That is a message I would like to convey to all those who are perpetrating senseless acts of violence on fellow Zimbabweans, as they can never wash the blood off their hands.”

He further castigates the wars fought by Afrrican leaders on their own people, “Zimbabweans and the people of Africa are facing a new war against their very own lives. The new war is called hopelessness and it is fueled by fear. There is fear of the unknown. Fear of other people. Fear of losing. Fear of someone else being better. Fear of ourselves becoming worse. So, we fight and see enemies when we should be seeing friends. There is violence to replace our voice. That should not be. We don’t have time, we must act now, life is at stake.

“Africa has fought so hard for our freedom, now must we fight ourselves in the streets and in the villages and create new wars?”

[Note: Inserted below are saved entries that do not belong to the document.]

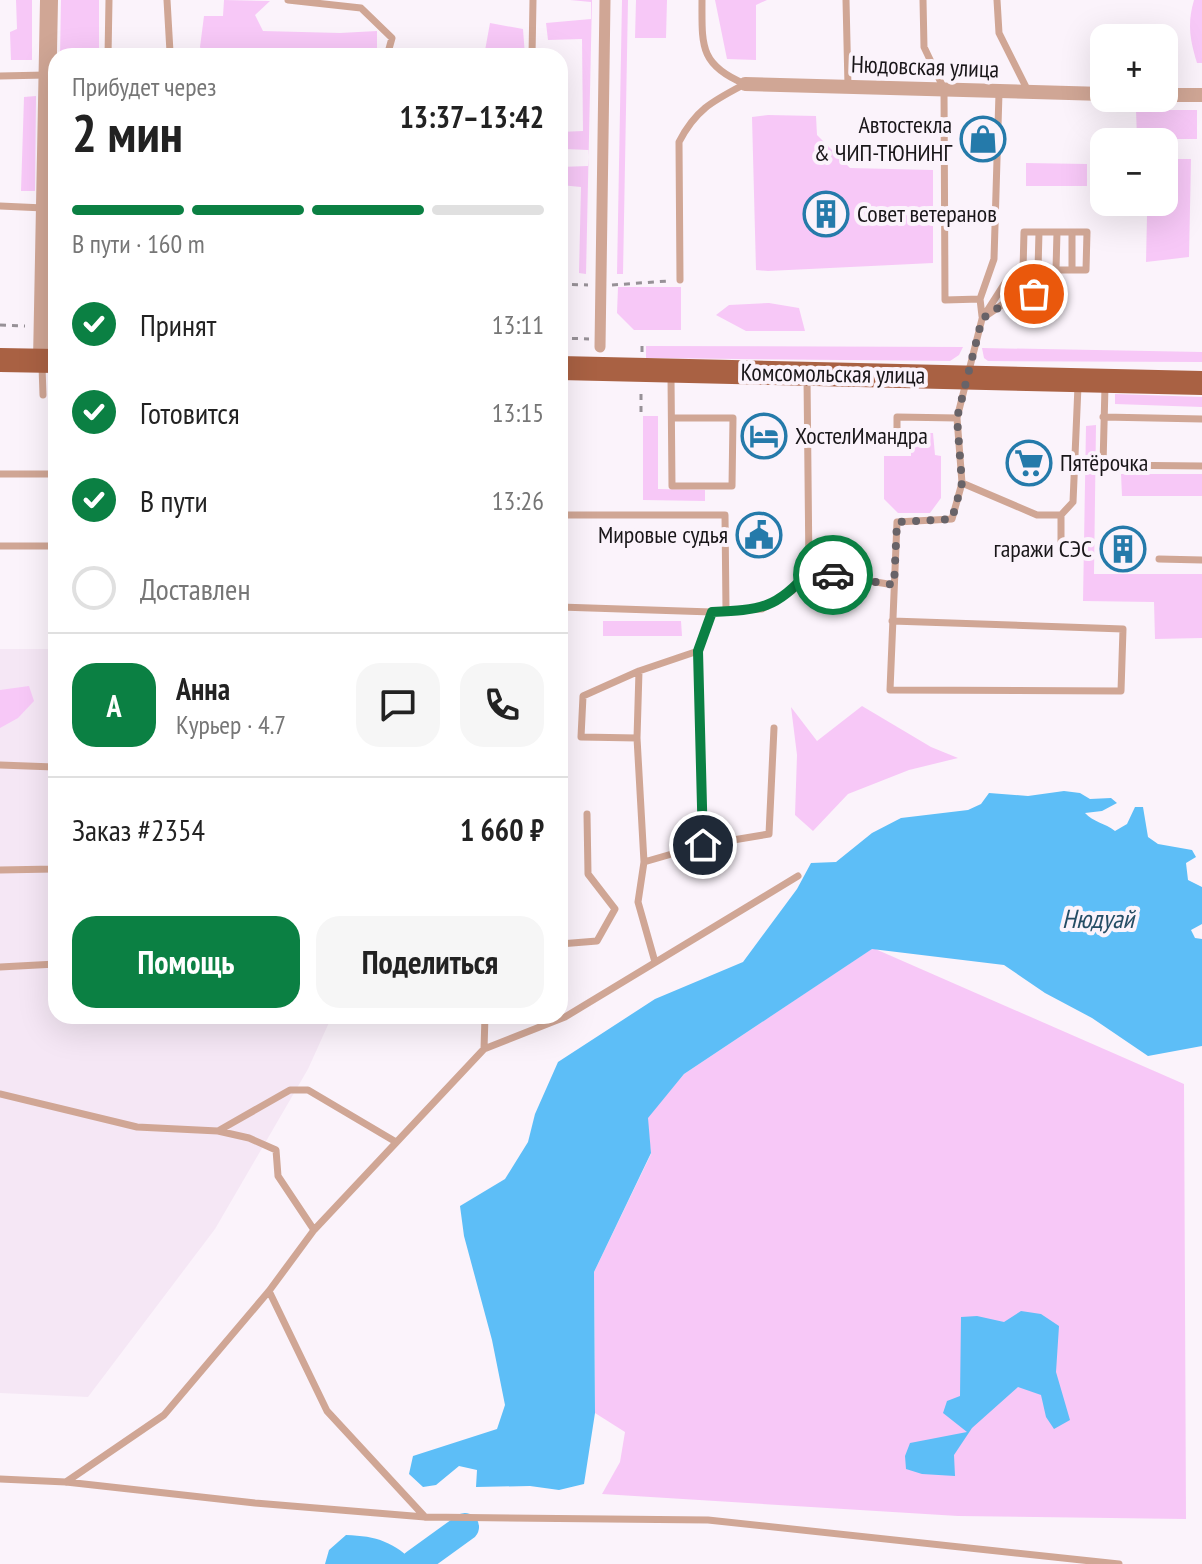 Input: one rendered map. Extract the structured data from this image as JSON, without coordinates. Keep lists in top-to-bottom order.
{
  "streets": {
    "main road": ["Комсомольская улица"],
    "street": ["Нюдовская улица"]
  },
  "water": ["Нюдуай"],
  "places": {
    "shop": ["Автостекла & ЧИП-ТЮНИНГ"],
    "building": ["Совет ветеранов", "гаражи СЭС"],
    "hotel": ["ХостелИмандра"],
    "supermarket": ["Пятёрочка"],
    "public building": ["Мировые судья"]
  },
  "page": {
    "map_buttons": ["+", "−"],
    "heading": ["2 мин", "Прибудет через", "13:37–13:42"],
    "panel": [
      "Анна",
      "Курьер · 4.7",
      "Заказ #2354",
      "1 660 ₽"
    ],
    "bar": "В пути · 160 m",
    "list": [
      ["Принят", "13:11"],
      ["Готовится", "13:15"],
      ["В пути", "13:26"],
      "Доставлен"
    ],
    "round": "А",
    "buttons": ["Помощь", "Поделиться"]
  }
}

Read the interesting interview below:

Oliver Mtukudzi and Thomas Mapfumo
Two of Zimbabwe's leading musicians were paying tribute to a fallen legend, Simon Chimbetu, who died on Sunday this week. While Oliver Mtukudzi refused to discuss politics, Thomas Mapfumo's was unrestrained in this interview with SW Radio Africa's Violet Gonda. We reproduce the full transcript.

Violet: Thank you very much Mukoma Oliver Mtukudzi for agreeing to do this interview with us. First of all we hear that the chart topping Sungura Musician Simon Chopper Chimbetu from a reported short illness and as a colleague, and I know he was your friend, first of what are your thoughts on this sad news.
Oliver Mtukudzi: Well I am still in shock because I didn’t even know he wasn’t feeling well or how it came to be it is so surprisingly shocking.

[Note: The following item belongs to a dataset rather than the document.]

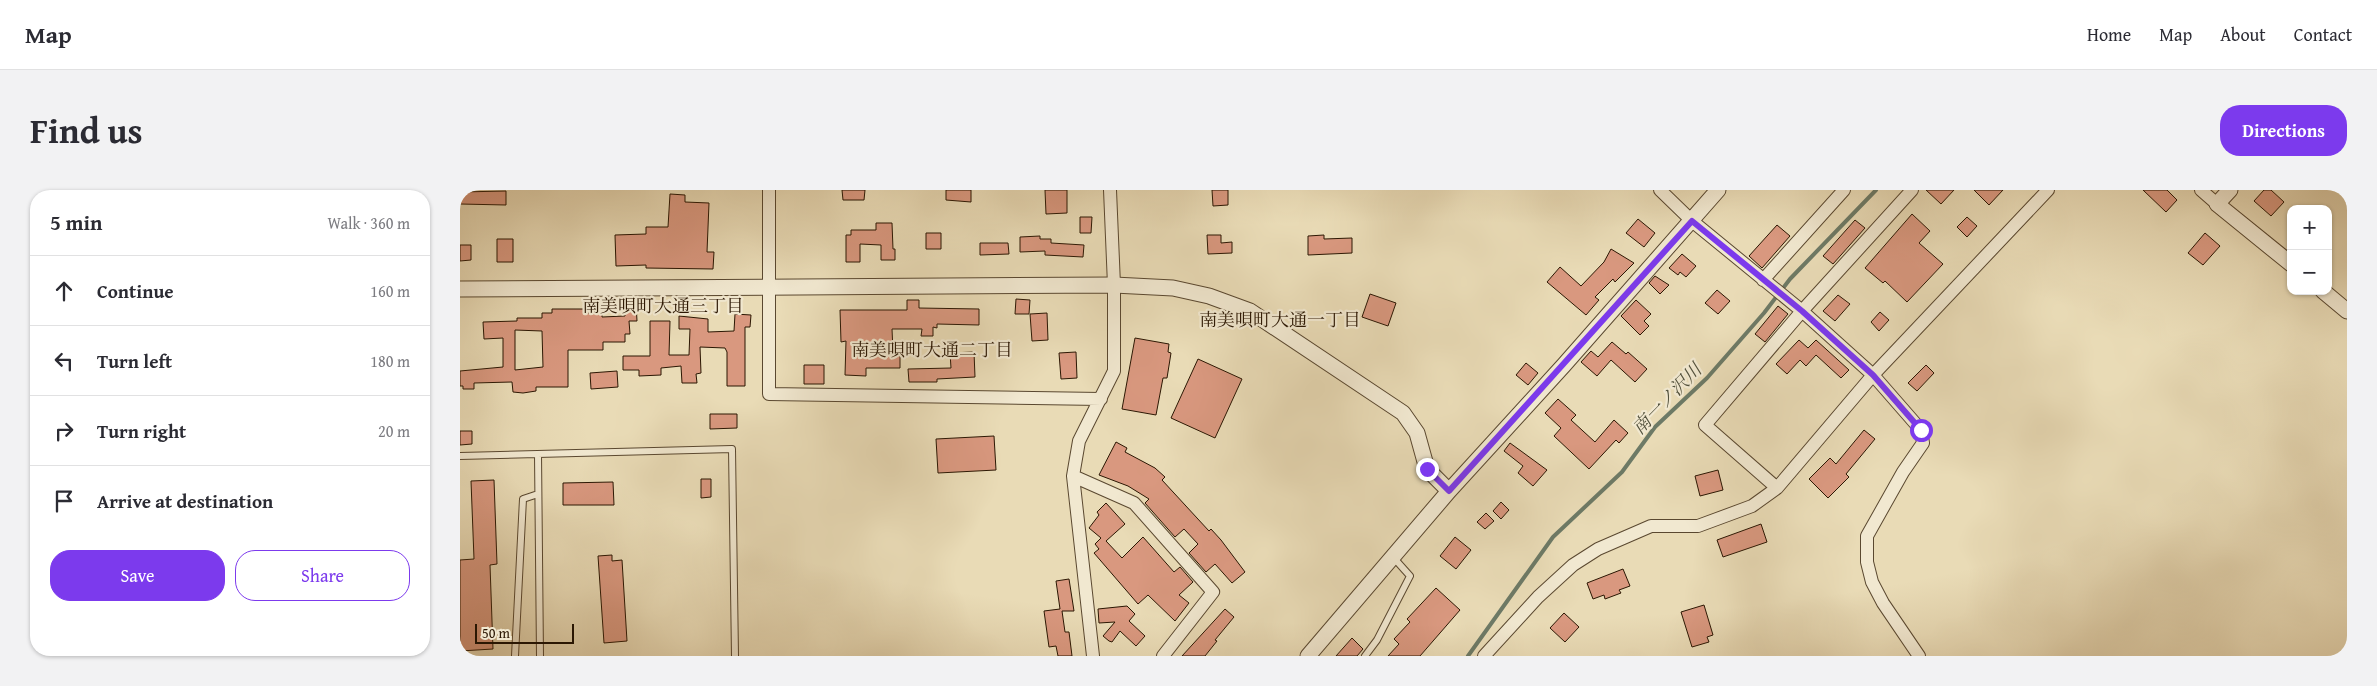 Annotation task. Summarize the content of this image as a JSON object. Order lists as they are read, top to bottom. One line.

Violet: What do you remember most about Simon Chimbetu?
Oliver Mtukudzi: He is a musician 

Violet: Yes, he was extremely popular for his music with many people saying that he provided a lot of slang for Zimbabwe culture like his song, Dzandipedza Mafuta which became slang for jealousy, what can you say about this?
Oliver Mtukudzi: Well, he was a profound artist and he was being very artistic and if people could adapt on his sayings then he was good.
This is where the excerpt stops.